▸ **What you are asked to do**:
Copy each line that includes the string "badge" from the material into your answer.
★ ★ ★ ★ ★
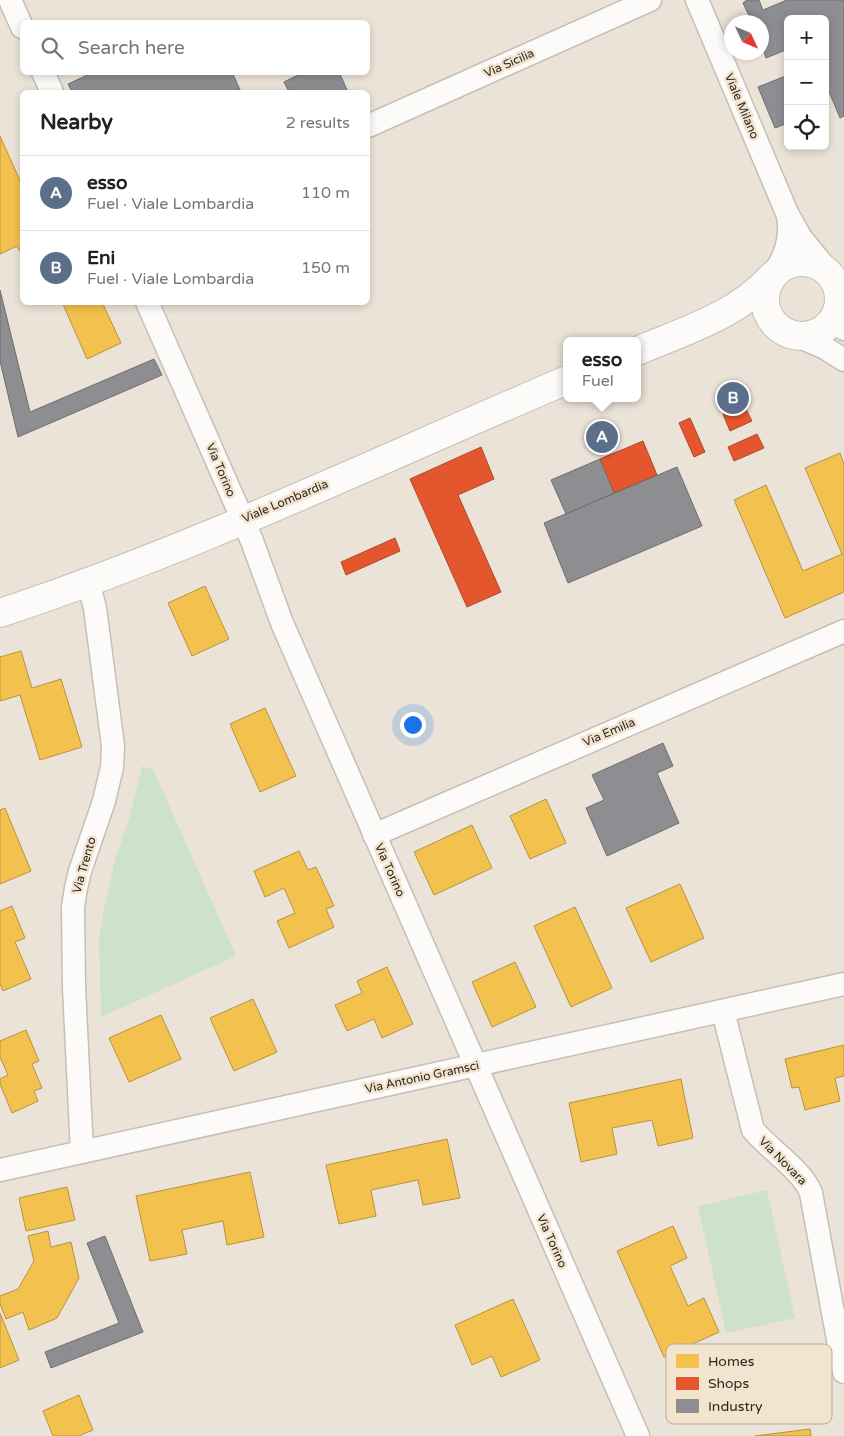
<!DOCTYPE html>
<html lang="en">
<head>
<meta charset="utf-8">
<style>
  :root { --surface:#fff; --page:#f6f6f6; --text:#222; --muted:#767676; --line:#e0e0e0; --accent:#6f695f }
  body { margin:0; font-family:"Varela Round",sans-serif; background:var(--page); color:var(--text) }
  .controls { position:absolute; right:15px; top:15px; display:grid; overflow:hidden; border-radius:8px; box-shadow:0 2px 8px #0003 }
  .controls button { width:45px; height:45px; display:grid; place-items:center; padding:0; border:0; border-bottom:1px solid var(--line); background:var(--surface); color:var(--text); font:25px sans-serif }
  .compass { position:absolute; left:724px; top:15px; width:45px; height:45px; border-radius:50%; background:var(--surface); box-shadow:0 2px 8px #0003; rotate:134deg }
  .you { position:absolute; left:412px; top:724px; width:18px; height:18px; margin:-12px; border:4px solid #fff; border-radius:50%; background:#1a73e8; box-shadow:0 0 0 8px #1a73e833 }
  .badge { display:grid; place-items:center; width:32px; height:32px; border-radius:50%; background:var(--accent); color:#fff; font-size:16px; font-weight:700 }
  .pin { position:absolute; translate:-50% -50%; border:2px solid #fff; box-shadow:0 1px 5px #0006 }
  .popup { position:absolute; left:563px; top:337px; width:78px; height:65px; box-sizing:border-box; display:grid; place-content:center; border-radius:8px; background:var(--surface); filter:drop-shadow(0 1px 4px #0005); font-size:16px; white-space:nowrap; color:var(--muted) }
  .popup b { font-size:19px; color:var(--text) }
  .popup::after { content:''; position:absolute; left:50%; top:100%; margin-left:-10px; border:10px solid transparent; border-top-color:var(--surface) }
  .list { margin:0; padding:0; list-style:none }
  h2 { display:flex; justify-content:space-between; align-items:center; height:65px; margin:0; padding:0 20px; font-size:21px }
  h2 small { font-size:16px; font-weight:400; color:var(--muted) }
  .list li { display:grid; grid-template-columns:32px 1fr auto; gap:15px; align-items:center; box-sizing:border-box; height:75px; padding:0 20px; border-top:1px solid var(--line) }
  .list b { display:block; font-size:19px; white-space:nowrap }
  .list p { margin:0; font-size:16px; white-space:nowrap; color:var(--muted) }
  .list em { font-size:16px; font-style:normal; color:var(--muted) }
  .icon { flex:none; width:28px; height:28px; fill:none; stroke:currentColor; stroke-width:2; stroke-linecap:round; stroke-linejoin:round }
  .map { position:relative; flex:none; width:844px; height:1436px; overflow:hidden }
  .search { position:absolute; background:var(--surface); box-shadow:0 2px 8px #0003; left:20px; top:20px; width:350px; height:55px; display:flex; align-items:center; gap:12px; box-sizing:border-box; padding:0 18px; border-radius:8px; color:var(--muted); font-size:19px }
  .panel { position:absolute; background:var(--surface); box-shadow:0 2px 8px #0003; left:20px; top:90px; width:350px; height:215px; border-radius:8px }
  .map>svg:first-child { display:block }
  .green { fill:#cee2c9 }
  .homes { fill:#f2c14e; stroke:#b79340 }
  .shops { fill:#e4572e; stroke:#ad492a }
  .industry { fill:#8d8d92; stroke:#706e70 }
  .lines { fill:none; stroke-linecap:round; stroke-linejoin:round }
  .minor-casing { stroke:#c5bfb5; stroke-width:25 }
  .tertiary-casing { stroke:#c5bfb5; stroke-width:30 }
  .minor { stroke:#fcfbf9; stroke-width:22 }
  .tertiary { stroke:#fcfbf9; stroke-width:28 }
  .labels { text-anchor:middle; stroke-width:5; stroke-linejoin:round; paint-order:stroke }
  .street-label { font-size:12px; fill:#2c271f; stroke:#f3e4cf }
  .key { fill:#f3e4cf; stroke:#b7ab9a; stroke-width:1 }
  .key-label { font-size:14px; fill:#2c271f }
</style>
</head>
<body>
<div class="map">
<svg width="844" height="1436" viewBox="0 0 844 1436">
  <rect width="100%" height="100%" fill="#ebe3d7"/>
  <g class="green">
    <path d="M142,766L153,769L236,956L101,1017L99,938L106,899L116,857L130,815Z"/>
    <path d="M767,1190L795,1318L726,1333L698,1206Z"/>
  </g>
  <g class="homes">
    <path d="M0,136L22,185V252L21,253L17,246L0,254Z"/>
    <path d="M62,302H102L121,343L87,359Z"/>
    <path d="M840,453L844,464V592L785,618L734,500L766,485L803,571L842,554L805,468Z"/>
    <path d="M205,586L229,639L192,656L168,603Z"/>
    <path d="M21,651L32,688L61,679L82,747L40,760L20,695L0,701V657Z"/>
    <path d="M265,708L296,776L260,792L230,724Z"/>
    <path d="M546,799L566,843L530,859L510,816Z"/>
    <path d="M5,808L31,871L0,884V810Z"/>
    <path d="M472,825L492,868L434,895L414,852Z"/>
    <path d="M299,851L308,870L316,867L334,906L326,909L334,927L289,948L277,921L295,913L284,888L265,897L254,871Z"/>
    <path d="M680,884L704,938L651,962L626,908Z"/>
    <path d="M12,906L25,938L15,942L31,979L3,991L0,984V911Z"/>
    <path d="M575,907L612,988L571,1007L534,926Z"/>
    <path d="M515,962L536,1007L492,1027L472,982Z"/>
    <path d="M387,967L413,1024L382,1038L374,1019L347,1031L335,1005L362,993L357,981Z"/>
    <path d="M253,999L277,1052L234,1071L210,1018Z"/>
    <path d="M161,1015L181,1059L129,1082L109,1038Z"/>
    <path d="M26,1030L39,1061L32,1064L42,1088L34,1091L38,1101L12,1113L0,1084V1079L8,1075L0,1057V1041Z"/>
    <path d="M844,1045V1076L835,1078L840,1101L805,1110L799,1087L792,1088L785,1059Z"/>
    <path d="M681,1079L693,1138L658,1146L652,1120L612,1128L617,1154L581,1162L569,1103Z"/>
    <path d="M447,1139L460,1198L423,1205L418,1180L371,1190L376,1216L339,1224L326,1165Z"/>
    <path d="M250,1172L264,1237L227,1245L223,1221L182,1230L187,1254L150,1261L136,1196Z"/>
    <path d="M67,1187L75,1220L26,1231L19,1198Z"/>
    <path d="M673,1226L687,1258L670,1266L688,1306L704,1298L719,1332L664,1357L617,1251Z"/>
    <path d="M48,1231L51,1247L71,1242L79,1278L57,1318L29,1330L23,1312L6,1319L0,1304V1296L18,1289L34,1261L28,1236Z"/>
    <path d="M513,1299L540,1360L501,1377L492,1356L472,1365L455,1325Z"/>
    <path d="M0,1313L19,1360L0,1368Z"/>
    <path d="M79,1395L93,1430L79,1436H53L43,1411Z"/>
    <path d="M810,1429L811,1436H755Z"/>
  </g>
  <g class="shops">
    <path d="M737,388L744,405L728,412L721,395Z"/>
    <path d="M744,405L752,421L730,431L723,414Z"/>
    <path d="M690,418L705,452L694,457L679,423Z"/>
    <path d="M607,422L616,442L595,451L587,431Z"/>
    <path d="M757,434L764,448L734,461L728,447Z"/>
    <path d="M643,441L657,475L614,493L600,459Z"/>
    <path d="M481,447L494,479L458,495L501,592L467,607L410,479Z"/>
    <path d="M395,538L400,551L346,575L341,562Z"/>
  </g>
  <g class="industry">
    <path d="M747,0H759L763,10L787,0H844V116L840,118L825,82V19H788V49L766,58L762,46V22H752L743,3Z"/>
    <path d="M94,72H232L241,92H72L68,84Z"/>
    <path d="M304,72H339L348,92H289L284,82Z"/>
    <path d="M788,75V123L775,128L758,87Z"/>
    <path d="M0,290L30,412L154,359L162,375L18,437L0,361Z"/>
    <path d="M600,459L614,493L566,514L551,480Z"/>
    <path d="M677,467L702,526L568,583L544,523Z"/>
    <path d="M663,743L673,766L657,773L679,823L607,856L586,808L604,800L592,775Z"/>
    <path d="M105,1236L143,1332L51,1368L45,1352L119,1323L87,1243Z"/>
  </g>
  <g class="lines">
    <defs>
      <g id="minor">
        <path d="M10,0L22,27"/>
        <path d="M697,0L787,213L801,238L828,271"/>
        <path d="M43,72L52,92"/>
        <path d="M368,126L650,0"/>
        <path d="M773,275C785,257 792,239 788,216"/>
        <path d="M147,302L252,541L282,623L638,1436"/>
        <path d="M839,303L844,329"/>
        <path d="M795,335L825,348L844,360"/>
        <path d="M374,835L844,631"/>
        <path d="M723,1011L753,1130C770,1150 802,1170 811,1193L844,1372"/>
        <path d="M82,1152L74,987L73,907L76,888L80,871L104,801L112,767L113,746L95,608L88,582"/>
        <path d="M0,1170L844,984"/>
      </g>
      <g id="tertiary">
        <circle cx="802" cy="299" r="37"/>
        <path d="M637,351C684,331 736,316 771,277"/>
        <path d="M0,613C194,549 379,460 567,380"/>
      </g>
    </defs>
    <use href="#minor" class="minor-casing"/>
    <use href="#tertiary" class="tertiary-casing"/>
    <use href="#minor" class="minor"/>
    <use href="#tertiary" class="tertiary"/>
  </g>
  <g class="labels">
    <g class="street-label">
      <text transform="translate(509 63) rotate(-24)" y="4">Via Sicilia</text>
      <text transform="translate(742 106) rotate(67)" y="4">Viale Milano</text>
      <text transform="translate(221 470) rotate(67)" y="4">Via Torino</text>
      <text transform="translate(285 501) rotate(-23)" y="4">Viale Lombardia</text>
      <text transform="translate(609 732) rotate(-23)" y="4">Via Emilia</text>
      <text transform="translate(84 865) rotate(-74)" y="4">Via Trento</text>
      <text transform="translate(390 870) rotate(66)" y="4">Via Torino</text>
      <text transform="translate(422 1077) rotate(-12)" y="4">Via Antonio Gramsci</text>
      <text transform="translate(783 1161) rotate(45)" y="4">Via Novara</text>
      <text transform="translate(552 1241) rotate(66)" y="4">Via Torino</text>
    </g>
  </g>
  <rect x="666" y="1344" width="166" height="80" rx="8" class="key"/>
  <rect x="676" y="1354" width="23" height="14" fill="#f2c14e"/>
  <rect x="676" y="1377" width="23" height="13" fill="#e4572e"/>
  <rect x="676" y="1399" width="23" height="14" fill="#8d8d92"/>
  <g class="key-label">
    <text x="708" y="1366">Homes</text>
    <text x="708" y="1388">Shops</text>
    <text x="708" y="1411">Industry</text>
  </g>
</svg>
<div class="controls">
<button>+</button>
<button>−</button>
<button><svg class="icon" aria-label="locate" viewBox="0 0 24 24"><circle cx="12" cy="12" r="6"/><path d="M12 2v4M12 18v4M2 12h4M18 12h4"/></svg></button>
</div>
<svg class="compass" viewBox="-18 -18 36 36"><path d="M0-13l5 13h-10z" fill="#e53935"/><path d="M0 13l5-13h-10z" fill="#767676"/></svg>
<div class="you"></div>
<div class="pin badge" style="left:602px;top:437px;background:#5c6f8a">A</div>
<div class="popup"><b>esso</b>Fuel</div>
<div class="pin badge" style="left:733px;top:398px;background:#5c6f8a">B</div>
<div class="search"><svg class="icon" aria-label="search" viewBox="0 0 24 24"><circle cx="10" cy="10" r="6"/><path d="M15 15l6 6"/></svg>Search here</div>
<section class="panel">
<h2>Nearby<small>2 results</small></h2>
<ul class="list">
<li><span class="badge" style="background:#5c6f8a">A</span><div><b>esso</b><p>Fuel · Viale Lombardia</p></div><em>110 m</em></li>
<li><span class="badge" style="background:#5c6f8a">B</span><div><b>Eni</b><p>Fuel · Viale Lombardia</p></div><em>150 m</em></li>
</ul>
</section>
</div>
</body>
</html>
★ ★ ★ ★ ★
▸ **Answer below**:
  .badge { display:grid; place-items:center; width:32px; height:32px; border-radius:50%; background:var(--accent); color:#fff; font-size:16px; font-weight:700 }
<div class="pin badge" style="left:602px;top:437px;background:#5c6f8a">A</div>
<div class="pin badge" style="left:733px;top:398px;background:#5c6f8a">B</div>
<li><span class="badge" style="background:#5c6f8a">A</span><div><b>esso</b><p>Fuel · Viale Lombardia</p></div><em>110 m</em></li>
<li><span class="badge" style="background:#5c6f8a">B</span><div><b>Eni</b><p>Fuel · Viale Lombardia</p></div><em>150 m</em></li>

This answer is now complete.